Write out nothing except the lines of the entries below, from the first through the one containing "2px #2b2b2b) drop-shadow(0", exactly and without pictures.

[Given entries — start]

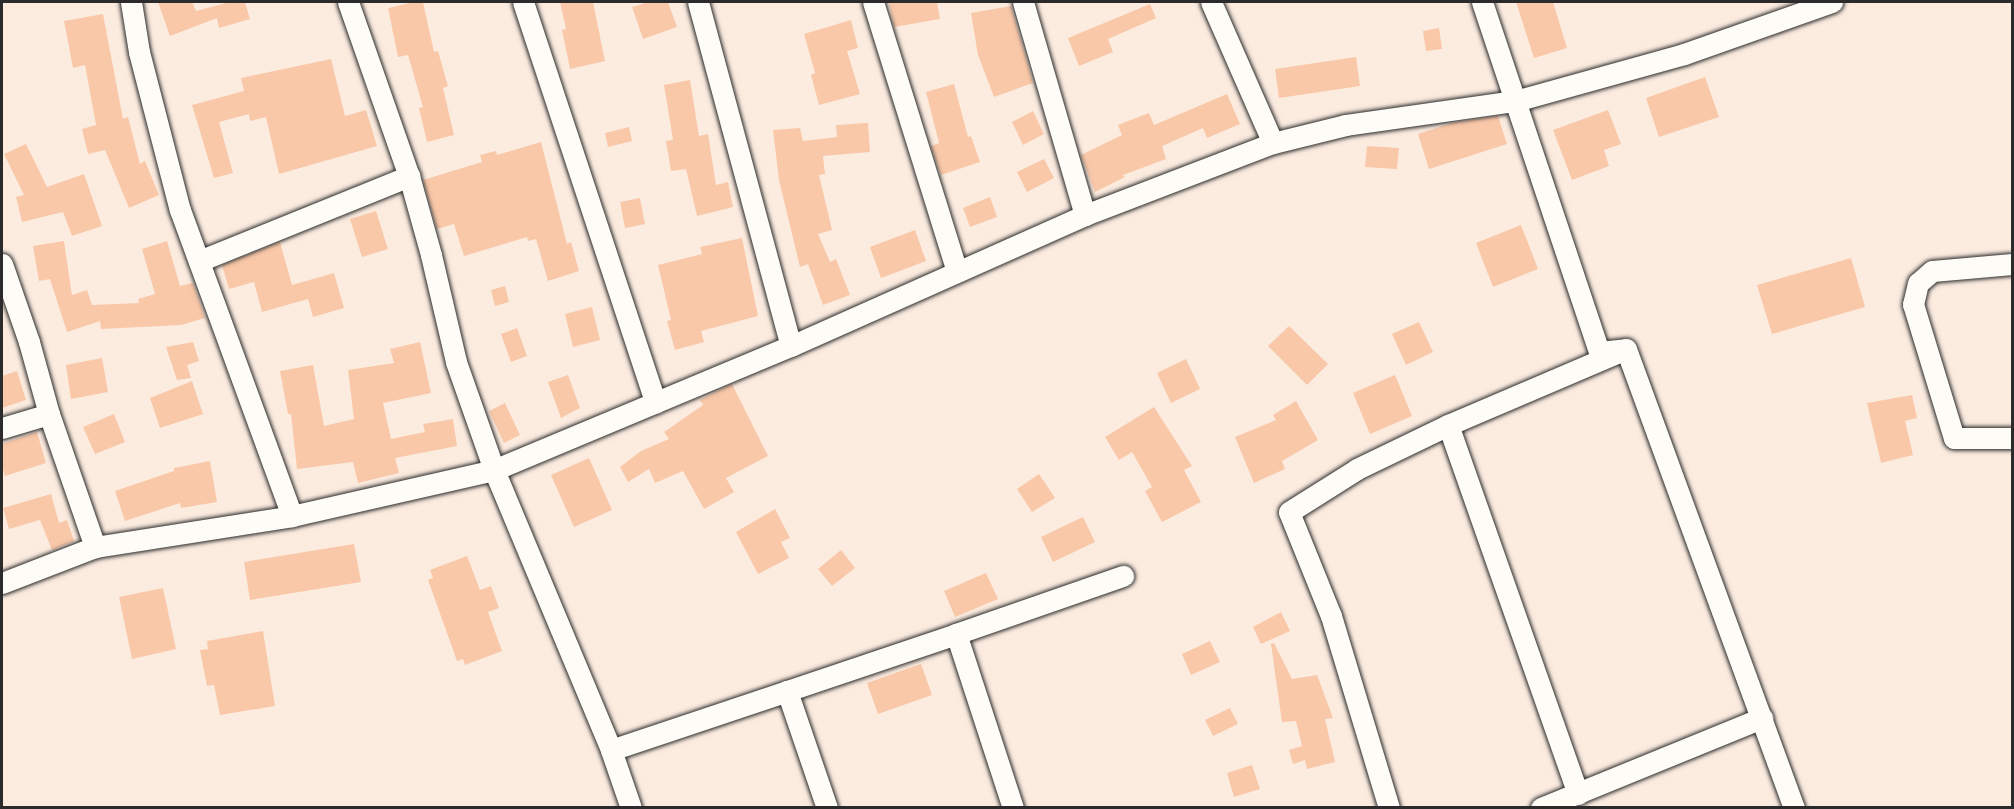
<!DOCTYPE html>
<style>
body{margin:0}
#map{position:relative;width:2014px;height:809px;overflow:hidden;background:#fcece0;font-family:"Playpen Sans",sans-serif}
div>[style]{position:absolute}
.building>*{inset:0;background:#f9c8a9}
.roads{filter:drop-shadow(0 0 2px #2b2b2b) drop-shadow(0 0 2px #2b2b2b)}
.street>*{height:21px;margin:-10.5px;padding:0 10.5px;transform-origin:10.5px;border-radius:10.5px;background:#fdfcf7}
span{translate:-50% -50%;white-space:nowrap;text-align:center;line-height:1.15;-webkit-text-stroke:4.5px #fdfcf7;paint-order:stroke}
.frame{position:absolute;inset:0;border:3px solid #2b2b2b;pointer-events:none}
</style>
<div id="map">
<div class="building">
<i style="clip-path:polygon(158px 2px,192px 2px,196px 11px,230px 2px,245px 2px,250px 19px,219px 28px,217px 18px,170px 36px)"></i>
<i style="clip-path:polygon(415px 2px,423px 2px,434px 52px,438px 51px,448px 86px,443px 88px,454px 135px,427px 142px,419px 108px,423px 107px,408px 55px,398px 57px,388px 8px)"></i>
<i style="clip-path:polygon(560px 2px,593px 2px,605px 61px,570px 69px,562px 30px,566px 29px)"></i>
<i style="clip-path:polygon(648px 2px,668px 2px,677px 27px,643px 39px,632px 7px)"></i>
<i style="clip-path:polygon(889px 2px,937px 2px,940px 19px,894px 27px)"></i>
<i style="clip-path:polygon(1516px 2px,1553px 2px,1567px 48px,1534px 58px)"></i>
<i style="clip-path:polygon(1150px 4px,1156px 18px,1108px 39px,1113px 52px,1079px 66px,1068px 38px)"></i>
<i style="clip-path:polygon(1011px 6px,1033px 83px,994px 97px,978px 55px,971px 13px)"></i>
<i style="clip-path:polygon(103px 14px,123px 119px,128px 117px,140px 164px,145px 161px,159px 195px,129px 208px,105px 150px,88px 154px,82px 129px,96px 125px,85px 65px,73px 68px,64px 21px)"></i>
<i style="clip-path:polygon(851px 20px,858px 48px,847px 51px,860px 94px,819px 105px,811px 75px,815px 73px,804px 34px)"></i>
<i style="clip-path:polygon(1439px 28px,1442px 49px,1426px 51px,1423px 31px)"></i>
<i style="clip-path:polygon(1356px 57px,1360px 86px,1279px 98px,1275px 69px)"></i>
<i style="clip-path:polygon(331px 59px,345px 116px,366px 110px,377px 146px,279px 174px,266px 117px,250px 121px,249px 114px,219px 122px,233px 173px,214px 178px,192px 105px,244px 91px,241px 78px)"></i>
<i style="clip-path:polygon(1705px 77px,1719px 117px,1659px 137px,1646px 98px)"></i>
<i style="clip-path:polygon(690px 80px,699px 136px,708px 134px,716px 185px,728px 182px,733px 207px,697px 216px,686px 169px,671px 171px,666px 141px,673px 140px,664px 85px)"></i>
<i style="clip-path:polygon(954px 84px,968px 137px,971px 136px,980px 162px,941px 175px,931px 146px,939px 143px,926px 92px)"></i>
<i style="clip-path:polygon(1227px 94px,1240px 124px,1207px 138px,1203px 128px,1162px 146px,1166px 159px,1123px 175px,1125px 177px,1095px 192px,1081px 155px,1122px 135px,1118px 125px,1149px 113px,1154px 125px)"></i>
<i style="clip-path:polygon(1608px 110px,1621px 144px,1604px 150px,1609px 166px,1572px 180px,1553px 130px)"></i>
<i style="clip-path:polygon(1033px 111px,1044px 134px,1023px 145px,1012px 122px)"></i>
<i style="clip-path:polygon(1498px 116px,1507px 144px,1429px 169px,1418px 134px,1452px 123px)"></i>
<i style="clip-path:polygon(868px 123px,870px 152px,823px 156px,825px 174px,819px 175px,832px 230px,818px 234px,830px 262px,836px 259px,850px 295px,823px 305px,808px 264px,800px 267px,779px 180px,773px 130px,800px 128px,803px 141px,837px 137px,836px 125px)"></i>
<i style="clip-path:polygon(629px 127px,632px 141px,608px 147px,605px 133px)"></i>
<i style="clip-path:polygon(541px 142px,567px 244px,571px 242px,579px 271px,548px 281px,536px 239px,528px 241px,527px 237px,464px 256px,454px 224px,437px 229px,423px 180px,482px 162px,480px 155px,496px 151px,497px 155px)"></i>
<i style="clip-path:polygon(26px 144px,47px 187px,84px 174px,102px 226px,72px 236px,63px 212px,22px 222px,16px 197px,24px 195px,4px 154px)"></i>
<i style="clip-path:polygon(1367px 146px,1399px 148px,1397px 169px,1365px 167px)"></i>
<i style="clip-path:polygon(1044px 159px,1054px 178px,1027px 192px,1017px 172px)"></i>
<i style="clip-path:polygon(990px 197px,997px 217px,970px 227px,963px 208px)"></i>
<i style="clip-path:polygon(640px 198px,645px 224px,625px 228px,620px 202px)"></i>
<i style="clip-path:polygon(376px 211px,388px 249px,362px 257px,350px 219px)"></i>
<i style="clip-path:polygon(1521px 225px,1538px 269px,1493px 287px,1476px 243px)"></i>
<i style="clip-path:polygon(915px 230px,926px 261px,881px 278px,870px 247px)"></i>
<i style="clip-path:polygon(742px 238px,758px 316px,701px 331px,704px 342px,675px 350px,667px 321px,671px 320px,658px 265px,702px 254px,700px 247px)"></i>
<i style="clip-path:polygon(64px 241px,72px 295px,87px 290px,92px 305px,139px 303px,138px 299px,155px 294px,142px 249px,167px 241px,180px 286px,193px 283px,205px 318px,181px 325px,101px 329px,100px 321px,67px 332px,50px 279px,39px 281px,33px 246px)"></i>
<i style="clip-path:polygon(280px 242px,292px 285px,334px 273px,344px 308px,313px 317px,308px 299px,262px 312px,254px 282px,229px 289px,222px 265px)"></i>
<i style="clip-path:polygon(1851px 258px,1865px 307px,1772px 334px,1757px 285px)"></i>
<i style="clip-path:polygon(505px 286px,509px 302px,495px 306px,491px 290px)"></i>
<i style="clip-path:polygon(592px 307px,600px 340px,573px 347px,565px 314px)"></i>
<i style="clip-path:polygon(1419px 322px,1433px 352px,1406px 365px,1392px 334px)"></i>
<i style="clip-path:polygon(1289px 326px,1328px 364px,1307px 385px,1268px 346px)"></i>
<i style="clip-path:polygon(517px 328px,527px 356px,511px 362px,501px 334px)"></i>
<i style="clip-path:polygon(193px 342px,199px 361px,187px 365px,191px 378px,177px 380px,166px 347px)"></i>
<i style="clip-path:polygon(420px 342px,431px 393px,383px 403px,391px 439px,425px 432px,423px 424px,453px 419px,457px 446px,395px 458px,399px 473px,358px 483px,353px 462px,297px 469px,291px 414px,288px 414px,280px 371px,313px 365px,324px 426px,354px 419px,348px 370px,394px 363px,390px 349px)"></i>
<i style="clip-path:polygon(102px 358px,108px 392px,71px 399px,66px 365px)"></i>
<i style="clip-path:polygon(1186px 359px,1200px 389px,1171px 403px,1157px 373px)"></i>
<i style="clip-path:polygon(17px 371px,26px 400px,2px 408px,2px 376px)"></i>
<i style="clip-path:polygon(568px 375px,580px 408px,561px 418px,548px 382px)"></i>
<i style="clip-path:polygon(1395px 375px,1412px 416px,1370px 434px,1353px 393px)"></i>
<i style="clip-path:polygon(192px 381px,203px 414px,160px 428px,150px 398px)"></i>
<i style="clip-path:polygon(732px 384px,768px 456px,726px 478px,734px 492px,704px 509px,683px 471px,655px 483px,649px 469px,628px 482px,620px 467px,641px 451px,669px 439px,664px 432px,703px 405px,700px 400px)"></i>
<i style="clip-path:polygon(1912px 395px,1917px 418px,1905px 421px,1913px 455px,1881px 463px,1867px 403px)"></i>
<i style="clip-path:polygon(1296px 401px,1318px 440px,1282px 461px,1285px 469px,1254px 483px,1235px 437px,1276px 420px,1273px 415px)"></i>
<i style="clip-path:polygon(505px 403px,520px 435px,504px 443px,489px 411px)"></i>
<i style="clip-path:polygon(1154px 407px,1192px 466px,1184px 470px,1201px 502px,1162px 522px,1145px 491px,1152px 487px,1132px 452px,1119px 460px,1105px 437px)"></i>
<i style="clip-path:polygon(114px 414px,125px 442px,95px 454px,83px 427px)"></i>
<i style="clip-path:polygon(37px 432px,46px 463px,5px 476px,2px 466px,2px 444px)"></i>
<i style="clip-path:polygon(589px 458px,612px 510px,574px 527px,551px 475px)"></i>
<i style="clip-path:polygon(210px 461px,217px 502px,181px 508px,180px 503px,125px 521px,115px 491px,174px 471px,174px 468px)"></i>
<i style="clip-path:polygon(1039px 474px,1055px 498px,1032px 512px,1017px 489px)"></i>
<i style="clip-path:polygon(51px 494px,59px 523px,67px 520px,74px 541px,52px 550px,40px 520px,9px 529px,3px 508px)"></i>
<i style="clip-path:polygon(775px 509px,790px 538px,781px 542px,789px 558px,758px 574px,736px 532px)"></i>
<i style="clip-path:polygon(1083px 517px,1095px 542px,1053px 562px,1041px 537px)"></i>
<i style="clip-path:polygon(354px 544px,361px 582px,250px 600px,244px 562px)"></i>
<i style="clip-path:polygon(841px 550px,855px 568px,832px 586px,818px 569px)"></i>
<i style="clip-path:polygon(467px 556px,480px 590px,491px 586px,499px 608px,488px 612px,502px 651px,465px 665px,463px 659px,457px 661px,428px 580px,433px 578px,430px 570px)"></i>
<i style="clip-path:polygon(986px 573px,998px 599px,955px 617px,944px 591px)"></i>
<i style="clip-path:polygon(163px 588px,176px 649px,132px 659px,119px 597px)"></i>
<i style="clip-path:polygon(1281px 612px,1290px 631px,1261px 644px,1253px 627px)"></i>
<i style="clip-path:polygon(263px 631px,275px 706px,220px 715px,214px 685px,207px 686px,200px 650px,208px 649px,207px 641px)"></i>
<i style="clip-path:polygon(1210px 641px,1220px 662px,1191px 675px,1182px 654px)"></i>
<i style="clip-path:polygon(1274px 643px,1292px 679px,1317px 675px,1333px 718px,1325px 719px,1335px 762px,1307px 769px,1305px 760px,1293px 764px,1289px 750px,1302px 746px,1296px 721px,1282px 722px,1271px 644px)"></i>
<i style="clip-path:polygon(921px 664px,932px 695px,878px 714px,867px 683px)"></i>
<i style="clip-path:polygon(1230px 708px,1238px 724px,1213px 736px,1205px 720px)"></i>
<i style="clip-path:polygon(1252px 765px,1260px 789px,1234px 797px,1227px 773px)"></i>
</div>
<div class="roads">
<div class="street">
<i style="left:131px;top:2px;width:51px;rotate:80.9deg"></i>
<i style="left:139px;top:52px;width:163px;rotate:75.5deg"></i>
<i style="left:180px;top:210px;width:326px;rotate:69.9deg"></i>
<i style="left:348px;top:2px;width:184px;rotate:70.7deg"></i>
<i style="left:409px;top:176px;width:82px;rotate:74.4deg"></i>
<i style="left:431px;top:255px;width:110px;rotate:76.8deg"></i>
<i style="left:456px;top:362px;width:114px;rotate:70.6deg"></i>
<i style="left:494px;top:470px;width:303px;rotate:67.3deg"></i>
<i style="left:611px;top:750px;width:61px;rotate:71deg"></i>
<i style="left:523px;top:2px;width:422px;rotate:71.7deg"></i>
<i style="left:698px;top:2px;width:356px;rotate:74.9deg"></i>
<i style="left:873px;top:2px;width:282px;rotate:72.7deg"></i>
<i style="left:1023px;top:2px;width:222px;rotate:73.8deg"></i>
<i style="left:1211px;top:2px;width:154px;rotate:66.3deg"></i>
<i style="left:1482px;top:2px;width:369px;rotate:71.5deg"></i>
<i style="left:1599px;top:352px;width:27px;rotate:-6deg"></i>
<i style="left:1626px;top:349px;width:489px;rotate:69.9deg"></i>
<i style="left:199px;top:261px;width:227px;rotate:-22deg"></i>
<i style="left:2px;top:264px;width:83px;rotate:70.9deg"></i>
<i style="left:29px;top:342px;width:75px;rotate:74.5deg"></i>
<i style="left:49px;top:414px;width:141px;rotate:70.9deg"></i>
<i style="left:2012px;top:264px;width:80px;rotate:175deg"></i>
<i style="left:1932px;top:271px;width:18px;rotate:139deg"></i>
<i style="left:1918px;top:283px;width:22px;rotate:103deg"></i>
<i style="left:1913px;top:304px;width:140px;rotate:73deg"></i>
<i style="left:1954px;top:438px;width:58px"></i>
<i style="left:2px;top:428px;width:49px;rotate:-16.6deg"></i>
<i style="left:2px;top:583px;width:100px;rotate:-21.2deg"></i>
<i style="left:95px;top:547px;width:199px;rotate:-8.9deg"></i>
<i style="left:292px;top:516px;width:207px;rotate:-12.8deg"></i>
<i style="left:494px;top:470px;width:322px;rotate:-22.7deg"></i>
<i style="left:791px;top:346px;width:322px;rotate:-24deg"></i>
<i style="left:1085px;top:215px;width:201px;rotate:-21deg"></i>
<i style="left:1273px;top:143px;width:75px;rotate:-13.9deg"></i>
<i style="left:1346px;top:125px;width:171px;rotate:-8.1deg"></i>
<i style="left:1515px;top:101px;width:175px;rotate:-15.5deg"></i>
<i style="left:1684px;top:54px;width:157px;rotate:-19.4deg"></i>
<i style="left:611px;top:750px;width:186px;rotate:-18.5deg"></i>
<i style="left:1578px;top:794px;width:391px;rotate:-109.4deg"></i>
<i style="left:1448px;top:425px;width:184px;rotate:-23.1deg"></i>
<i style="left:827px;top:808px;width:124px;rotate:-108.9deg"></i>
<i style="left:787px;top:691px;width:178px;rotate:-18.6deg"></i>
<i style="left:1013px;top:808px;width:183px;rotate:-108.1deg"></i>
<i style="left:956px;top:634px;width:177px;rotate:-19.2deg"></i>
<i style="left:1389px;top:808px;width:201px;rotate:-106.8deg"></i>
<i style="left:1331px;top:616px;width:112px;rotate:-112deg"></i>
<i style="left:1289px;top:512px;width:80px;rotate:-32.3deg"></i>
<i style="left:1357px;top:469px;width:101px;rotate:-25.8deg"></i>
<i style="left:1541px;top:808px;width:239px;rotate:-22.2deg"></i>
</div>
</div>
<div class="frame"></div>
</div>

[Given entries — finish]

▶ [Expected answer]
<!DOCTYPE html>
<style>
body{margin:0}
#map{position:relative;width:2014px;height:809px;overflow:hidden;background:#fcece0;font-family:"Playpen Sans",sans-serif}
div>[style]{position:absolute}
.building>*{inset:0;background:#f9c8a9}
.roads{filter:drop-shadow(0 0 2px #2b2b2b) drop-shadow(0 0 2px #2b2b2b)}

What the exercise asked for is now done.